OPINION FILED AUGUST 19, 1986.

JOSEPH A. DUNCAVAGE, INDIV. AND AS ADM'R OF THE ESTATE OF MARYBETH DUNCAVAGE, DECEASED, PLAINTIFF-APPELLANT,

v.

KEVIN J. ALLEN, INDIV. AND D/B/A BAY MANAGEMENT COMPANY, ET AL., DEFENDANTS (KEVIN J. ALLEN, INDIV. AND D/B/A BAY MANAGEMENT COMPANY, DEFENDANT-APPELLEE).



Appeal from the Circuit Court of Cook County; the Hon. Alan J. Morrill, Judge, presiding.
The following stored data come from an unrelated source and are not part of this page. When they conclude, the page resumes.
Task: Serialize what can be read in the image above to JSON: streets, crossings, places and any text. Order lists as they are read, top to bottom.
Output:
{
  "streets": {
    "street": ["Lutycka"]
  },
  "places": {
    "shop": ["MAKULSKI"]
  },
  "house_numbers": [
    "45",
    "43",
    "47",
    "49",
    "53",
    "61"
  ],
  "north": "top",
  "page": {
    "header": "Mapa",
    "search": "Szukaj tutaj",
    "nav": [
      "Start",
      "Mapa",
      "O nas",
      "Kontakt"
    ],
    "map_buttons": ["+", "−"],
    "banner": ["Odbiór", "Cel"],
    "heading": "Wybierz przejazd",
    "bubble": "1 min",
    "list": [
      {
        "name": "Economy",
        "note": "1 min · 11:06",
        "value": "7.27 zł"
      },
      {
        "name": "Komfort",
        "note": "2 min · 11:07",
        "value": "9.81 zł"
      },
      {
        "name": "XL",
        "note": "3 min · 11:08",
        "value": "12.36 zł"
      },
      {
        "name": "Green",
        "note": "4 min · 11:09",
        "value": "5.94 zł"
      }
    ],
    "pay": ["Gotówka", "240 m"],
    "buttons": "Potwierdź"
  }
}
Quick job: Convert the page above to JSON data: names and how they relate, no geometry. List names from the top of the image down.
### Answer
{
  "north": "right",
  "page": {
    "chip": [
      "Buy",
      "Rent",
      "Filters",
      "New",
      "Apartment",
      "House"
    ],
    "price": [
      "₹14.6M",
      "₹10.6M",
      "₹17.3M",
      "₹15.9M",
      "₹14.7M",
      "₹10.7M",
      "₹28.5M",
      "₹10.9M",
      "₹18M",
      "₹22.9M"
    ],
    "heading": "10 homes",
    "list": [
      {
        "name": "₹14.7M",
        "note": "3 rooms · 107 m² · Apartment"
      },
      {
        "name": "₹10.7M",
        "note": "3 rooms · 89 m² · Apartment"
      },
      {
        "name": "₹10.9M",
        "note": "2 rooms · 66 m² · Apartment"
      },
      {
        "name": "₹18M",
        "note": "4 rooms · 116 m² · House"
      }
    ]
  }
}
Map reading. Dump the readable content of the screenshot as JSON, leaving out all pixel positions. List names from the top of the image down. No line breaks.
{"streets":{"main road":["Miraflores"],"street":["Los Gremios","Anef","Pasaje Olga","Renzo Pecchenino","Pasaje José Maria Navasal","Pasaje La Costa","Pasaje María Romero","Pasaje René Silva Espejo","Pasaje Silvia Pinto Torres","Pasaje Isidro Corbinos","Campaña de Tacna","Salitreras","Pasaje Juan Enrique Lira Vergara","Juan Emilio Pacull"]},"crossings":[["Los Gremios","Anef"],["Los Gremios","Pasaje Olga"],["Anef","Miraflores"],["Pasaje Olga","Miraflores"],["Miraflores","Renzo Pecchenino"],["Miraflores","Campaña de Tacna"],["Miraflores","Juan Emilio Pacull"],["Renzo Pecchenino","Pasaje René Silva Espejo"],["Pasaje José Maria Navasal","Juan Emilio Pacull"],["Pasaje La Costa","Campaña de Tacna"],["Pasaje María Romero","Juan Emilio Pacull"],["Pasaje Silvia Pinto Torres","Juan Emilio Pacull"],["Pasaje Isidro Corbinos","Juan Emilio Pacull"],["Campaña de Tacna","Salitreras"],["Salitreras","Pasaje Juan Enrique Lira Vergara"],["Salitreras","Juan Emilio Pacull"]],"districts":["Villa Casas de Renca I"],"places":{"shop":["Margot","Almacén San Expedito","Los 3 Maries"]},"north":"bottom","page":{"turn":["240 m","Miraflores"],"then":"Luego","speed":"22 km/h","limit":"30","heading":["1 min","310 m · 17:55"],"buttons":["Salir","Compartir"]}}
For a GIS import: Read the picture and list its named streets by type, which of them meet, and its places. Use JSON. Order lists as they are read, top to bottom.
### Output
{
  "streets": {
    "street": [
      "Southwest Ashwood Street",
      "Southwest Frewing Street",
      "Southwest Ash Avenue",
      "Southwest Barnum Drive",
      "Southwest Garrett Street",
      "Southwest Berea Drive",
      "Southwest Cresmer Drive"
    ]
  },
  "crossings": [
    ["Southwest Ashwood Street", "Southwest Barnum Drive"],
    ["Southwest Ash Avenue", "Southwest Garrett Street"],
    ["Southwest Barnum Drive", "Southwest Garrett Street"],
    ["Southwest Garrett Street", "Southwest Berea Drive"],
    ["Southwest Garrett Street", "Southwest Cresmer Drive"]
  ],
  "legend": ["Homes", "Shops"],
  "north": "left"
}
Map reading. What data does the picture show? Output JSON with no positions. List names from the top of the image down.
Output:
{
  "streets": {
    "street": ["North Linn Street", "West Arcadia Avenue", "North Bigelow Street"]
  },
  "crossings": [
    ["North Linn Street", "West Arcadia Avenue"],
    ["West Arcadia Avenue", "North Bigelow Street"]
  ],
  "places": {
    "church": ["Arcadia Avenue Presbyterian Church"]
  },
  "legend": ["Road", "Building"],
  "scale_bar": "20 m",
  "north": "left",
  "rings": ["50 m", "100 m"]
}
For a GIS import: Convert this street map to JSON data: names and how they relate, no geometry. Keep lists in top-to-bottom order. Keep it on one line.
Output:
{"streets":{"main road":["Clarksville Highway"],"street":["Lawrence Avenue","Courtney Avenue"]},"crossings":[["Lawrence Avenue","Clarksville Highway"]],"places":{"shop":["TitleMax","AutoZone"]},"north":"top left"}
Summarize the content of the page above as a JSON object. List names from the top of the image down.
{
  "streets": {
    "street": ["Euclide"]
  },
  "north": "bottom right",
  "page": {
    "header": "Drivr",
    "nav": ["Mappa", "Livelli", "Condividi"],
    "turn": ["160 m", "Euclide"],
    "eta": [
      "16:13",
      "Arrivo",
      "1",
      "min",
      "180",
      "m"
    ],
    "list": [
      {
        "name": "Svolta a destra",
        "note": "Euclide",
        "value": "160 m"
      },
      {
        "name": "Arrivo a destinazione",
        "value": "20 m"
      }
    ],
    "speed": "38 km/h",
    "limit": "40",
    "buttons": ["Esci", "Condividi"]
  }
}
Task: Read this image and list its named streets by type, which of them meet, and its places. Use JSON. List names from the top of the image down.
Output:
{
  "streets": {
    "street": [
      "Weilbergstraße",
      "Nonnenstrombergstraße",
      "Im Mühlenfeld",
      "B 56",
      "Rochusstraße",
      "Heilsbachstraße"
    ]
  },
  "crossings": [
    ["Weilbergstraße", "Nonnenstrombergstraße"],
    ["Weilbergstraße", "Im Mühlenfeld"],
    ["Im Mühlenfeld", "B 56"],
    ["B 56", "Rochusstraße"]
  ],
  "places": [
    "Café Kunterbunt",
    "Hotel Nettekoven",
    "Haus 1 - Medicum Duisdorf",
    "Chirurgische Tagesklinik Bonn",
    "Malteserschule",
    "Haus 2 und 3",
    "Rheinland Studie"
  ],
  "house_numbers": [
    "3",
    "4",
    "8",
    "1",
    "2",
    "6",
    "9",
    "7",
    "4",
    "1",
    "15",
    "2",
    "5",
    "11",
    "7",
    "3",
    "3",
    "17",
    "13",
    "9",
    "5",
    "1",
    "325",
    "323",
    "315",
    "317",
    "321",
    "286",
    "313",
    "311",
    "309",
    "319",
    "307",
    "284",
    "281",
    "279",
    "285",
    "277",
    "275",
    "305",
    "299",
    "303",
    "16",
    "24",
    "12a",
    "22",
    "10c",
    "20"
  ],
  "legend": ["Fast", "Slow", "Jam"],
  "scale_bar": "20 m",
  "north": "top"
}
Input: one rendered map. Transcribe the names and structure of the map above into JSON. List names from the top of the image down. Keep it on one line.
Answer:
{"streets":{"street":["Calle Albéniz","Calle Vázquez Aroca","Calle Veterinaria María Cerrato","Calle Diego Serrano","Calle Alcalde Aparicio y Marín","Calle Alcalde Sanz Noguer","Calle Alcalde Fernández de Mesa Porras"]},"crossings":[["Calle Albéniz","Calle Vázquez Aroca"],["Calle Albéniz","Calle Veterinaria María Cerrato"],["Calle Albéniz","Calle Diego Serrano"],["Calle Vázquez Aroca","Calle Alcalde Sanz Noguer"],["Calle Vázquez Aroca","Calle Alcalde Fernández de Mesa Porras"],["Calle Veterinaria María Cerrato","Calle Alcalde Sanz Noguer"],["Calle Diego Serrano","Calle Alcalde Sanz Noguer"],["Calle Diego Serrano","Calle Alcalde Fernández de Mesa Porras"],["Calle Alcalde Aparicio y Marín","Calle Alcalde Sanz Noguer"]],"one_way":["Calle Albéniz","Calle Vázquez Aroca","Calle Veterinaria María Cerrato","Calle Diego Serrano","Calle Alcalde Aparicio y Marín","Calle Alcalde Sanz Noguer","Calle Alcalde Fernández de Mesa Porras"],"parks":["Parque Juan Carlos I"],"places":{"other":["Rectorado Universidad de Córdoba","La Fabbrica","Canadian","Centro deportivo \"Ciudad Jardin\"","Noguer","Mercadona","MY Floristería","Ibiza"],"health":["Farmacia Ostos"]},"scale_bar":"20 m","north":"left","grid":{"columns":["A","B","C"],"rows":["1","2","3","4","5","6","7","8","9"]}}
JUSTICE STAMOS DELIVERED THE OPINION OF THE COURT:

Rehearing denied September 17, 1986.

Plaintiff sued the owners of a residential apartment building to recover damages for personal injuries and death sustained by plaintiff's decedent, Marybeth Duncavage, arising out of a criminal assault by defendant Tommy Lee Jackson. The only defendant involved in this appeal is Kevin J. Allen, the landlord of the apartment building where plaintiff's decedent resided at the time she was criminally assaulted and killed. Pursuant to defendant's section 2-615 motion, the trial court dismissed for failure to state a cause of action all claims asserted against the owners of the apartment building. Several counts asserted against the criminal assailant remain pending in the trial court. Plaintiff appeals.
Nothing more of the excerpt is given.